*WHAT NEEDS TO BE DONE:* From the records below, copy every line that contains the word "setLineDash".

****************************************

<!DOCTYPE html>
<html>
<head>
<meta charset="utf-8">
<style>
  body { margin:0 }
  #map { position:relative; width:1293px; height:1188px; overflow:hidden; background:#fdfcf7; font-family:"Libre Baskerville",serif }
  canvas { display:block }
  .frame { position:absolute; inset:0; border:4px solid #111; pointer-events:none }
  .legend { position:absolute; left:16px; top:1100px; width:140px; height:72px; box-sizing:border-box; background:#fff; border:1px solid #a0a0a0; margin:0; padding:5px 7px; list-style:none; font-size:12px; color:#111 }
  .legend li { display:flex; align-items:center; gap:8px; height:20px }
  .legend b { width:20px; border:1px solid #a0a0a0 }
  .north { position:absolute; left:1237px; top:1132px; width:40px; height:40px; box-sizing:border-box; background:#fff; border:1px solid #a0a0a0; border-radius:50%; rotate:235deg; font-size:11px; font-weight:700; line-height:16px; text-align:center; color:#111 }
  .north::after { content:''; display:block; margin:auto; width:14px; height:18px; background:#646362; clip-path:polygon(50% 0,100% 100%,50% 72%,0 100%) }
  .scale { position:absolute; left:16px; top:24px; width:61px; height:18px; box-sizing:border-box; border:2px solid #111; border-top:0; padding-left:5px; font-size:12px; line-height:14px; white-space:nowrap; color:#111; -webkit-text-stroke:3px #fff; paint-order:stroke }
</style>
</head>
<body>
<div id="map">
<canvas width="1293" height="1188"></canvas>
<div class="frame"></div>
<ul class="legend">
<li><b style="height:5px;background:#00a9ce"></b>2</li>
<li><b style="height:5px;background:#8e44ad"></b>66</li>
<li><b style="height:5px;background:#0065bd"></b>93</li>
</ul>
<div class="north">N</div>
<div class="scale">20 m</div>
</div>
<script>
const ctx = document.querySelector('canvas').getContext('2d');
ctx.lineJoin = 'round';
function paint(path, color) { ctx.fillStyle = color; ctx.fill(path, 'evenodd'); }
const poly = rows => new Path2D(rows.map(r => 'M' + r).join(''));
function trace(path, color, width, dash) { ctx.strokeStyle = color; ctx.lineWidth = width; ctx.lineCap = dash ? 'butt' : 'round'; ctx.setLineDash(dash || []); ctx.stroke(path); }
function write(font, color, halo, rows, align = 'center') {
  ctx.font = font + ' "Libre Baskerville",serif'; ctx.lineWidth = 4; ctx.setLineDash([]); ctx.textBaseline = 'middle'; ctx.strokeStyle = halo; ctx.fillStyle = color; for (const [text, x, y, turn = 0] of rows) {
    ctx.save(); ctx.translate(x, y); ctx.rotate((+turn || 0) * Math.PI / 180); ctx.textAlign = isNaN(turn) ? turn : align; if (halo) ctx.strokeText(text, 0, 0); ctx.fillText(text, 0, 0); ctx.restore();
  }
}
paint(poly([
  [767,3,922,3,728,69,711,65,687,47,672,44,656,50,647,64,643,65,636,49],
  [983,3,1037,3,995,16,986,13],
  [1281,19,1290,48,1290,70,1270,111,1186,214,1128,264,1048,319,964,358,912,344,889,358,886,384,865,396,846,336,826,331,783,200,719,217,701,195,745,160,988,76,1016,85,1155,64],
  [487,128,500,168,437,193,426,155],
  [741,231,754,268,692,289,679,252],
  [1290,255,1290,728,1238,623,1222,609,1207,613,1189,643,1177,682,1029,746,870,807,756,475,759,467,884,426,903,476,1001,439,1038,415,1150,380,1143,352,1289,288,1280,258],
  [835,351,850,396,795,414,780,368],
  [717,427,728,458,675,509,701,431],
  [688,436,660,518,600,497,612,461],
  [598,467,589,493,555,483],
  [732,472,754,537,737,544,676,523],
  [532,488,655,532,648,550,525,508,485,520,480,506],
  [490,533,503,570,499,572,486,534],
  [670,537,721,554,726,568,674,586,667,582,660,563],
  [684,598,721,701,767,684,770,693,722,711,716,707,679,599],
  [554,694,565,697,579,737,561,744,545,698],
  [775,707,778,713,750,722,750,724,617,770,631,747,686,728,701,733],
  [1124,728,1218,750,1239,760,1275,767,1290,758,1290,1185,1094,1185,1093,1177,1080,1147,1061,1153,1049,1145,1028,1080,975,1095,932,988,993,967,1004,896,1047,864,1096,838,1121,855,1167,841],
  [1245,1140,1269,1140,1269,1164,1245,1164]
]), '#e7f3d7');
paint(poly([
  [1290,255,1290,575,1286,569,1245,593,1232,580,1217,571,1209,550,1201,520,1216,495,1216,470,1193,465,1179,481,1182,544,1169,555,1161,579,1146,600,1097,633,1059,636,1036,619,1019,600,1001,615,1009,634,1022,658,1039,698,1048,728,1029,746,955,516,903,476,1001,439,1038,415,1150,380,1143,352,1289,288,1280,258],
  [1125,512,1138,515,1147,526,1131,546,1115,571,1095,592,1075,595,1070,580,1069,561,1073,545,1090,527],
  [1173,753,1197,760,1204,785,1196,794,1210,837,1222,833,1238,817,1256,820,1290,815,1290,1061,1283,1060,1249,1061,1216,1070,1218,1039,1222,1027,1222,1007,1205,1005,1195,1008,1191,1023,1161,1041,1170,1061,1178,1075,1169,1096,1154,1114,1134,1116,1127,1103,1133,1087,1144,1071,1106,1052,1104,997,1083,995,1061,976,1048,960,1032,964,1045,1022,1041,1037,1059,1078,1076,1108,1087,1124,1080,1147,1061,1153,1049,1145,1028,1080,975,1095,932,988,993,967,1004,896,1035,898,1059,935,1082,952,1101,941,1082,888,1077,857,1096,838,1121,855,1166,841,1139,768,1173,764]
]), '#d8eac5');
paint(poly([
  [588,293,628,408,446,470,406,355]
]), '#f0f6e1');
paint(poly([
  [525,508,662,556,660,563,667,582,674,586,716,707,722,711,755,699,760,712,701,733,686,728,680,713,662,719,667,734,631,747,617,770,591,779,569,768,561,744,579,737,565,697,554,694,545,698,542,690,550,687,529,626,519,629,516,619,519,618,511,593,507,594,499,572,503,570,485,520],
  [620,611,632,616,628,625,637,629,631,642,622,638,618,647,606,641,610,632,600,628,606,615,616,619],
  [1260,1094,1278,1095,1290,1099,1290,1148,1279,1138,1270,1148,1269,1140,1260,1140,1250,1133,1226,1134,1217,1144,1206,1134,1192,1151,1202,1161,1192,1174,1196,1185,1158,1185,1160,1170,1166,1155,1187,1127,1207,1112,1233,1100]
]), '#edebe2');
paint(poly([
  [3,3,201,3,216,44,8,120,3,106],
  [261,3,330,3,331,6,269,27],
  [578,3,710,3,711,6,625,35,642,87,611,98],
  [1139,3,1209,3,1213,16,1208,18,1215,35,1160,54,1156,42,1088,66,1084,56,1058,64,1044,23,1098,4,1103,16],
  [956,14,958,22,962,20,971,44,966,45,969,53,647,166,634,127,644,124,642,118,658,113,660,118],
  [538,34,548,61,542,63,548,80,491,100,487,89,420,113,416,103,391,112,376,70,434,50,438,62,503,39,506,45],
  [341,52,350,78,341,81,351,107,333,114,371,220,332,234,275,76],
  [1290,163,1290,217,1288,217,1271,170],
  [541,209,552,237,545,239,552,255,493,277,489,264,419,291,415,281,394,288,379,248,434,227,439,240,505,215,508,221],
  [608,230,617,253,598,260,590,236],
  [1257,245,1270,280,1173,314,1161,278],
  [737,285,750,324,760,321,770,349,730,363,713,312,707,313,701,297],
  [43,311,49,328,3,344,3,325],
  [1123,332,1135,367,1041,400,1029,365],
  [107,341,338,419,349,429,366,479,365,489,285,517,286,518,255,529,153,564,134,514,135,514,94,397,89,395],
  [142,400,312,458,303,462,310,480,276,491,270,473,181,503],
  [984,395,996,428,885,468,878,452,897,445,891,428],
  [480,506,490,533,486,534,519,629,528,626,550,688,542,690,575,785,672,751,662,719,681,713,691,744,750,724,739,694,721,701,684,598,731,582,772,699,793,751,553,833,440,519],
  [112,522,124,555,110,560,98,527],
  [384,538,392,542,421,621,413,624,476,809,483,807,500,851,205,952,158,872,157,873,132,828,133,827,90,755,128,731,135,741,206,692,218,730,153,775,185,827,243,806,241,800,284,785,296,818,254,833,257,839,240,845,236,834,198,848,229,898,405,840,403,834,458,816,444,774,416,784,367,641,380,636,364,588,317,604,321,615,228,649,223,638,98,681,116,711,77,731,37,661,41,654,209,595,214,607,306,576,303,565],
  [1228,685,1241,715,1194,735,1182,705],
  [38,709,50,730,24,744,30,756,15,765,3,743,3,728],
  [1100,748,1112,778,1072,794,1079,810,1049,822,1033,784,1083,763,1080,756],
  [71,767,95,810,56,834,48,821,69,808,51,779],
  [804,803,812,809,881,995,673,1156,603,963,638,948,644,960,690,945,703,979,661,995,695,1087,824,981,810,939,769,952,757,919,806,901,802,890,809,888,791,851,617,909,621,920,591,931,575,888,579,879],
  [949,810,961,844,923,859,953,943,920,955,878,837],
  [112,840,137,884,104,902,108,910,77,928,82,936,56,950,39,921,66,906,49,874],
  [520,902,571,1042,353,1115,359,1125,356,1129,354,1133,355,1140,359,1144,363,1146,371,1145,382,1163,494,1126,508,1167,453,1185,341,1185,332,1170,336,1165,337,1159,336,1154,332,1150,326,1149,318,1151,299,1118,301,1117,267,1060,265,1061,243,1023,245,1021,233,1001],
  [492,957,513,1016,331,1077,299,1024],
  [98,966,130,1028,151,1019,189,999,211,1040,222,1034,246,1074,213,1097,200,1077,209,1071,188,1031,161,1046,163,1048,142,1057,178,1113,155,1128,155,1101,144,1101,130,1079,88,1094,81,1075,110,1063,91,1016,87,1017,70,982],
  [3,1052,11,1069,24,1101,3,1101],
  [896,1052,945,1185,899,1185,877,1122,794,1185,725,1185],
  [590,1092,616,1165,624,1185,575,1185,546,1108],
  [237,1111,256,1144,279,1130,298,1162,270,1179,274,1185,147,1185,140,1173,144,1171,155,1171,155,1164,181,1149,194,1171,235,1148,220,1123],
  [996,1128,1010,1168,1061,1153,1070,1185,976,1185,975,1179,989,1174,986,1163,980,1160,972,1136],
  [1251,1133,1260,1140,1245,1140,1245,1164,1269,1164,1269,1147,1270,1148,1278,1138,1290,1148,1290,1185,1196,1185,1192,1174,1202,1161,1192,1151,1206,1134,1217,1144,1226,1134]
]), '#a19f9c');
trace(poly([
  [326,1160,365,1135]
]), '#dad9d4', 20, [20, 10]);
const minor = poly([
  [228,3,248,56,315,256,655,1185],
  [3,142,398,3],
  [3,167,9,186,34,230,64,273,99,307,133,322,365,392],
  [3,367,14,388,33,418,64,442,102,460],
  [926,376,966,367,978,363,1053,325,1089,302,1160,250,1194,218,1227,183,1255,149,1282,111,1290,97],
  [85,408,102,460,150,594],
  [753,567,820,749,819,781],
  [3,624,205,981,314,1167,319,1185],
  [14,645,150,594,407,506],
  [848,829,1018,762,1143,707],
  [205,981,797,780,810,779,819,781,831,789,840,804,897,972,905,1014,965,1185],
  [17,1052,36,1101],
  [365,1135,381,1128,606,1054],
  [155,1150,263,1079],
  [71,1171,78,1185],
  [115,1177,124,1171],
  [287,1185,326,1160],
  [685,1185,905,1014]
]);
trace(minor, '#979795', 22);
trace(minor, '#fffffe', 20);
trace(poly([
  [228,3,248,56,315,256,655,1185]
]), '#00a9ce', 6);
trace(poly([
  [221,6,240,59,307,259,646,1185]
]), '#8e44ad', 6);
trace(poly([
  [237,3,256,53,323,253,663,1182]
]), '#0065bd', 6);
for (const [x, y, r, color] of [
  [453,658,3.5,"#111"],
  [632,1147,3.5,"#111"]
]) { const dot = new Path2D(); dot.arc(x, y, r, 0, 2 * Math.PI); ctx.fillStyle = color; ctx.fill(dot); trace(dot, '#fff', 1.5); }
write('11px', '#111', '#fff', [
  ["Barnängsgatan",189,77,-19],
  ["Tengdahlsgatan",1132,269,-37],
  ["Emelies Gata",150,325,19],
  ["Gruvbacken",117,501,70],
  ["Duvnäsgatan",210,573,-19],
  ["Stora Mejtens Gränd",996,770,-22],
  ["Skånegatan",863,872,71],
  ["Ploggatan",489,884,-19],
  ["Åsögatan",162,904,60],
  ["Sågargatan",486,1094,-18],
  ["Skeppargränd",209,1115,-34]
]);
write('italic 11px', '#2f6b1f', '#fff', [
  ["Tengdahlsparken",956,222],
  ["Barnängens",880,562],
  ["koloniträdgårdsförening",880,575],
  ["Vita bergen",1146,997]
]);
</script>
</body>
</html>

****************************************

*ANSWER AREA:*
function trace(path, color, width, dash) { ctx.strokeStyle = color; ctx.lineWidth = width; ctx.lineCap = dash ? 'butt' : 'round'; ctx.setLineDash(dash || []); ctx.stroke(path); }
  ctx.font = font + ' "Libre Baskerville",serif'; ctx.lineWidth = 4; ctx.setLineDash([]); ctx.textBaseline = 'middle'; ctx.strokeStyle = halo; ctx.fillStyle = color; for (const [text, x, y, turn = 0] of rows) {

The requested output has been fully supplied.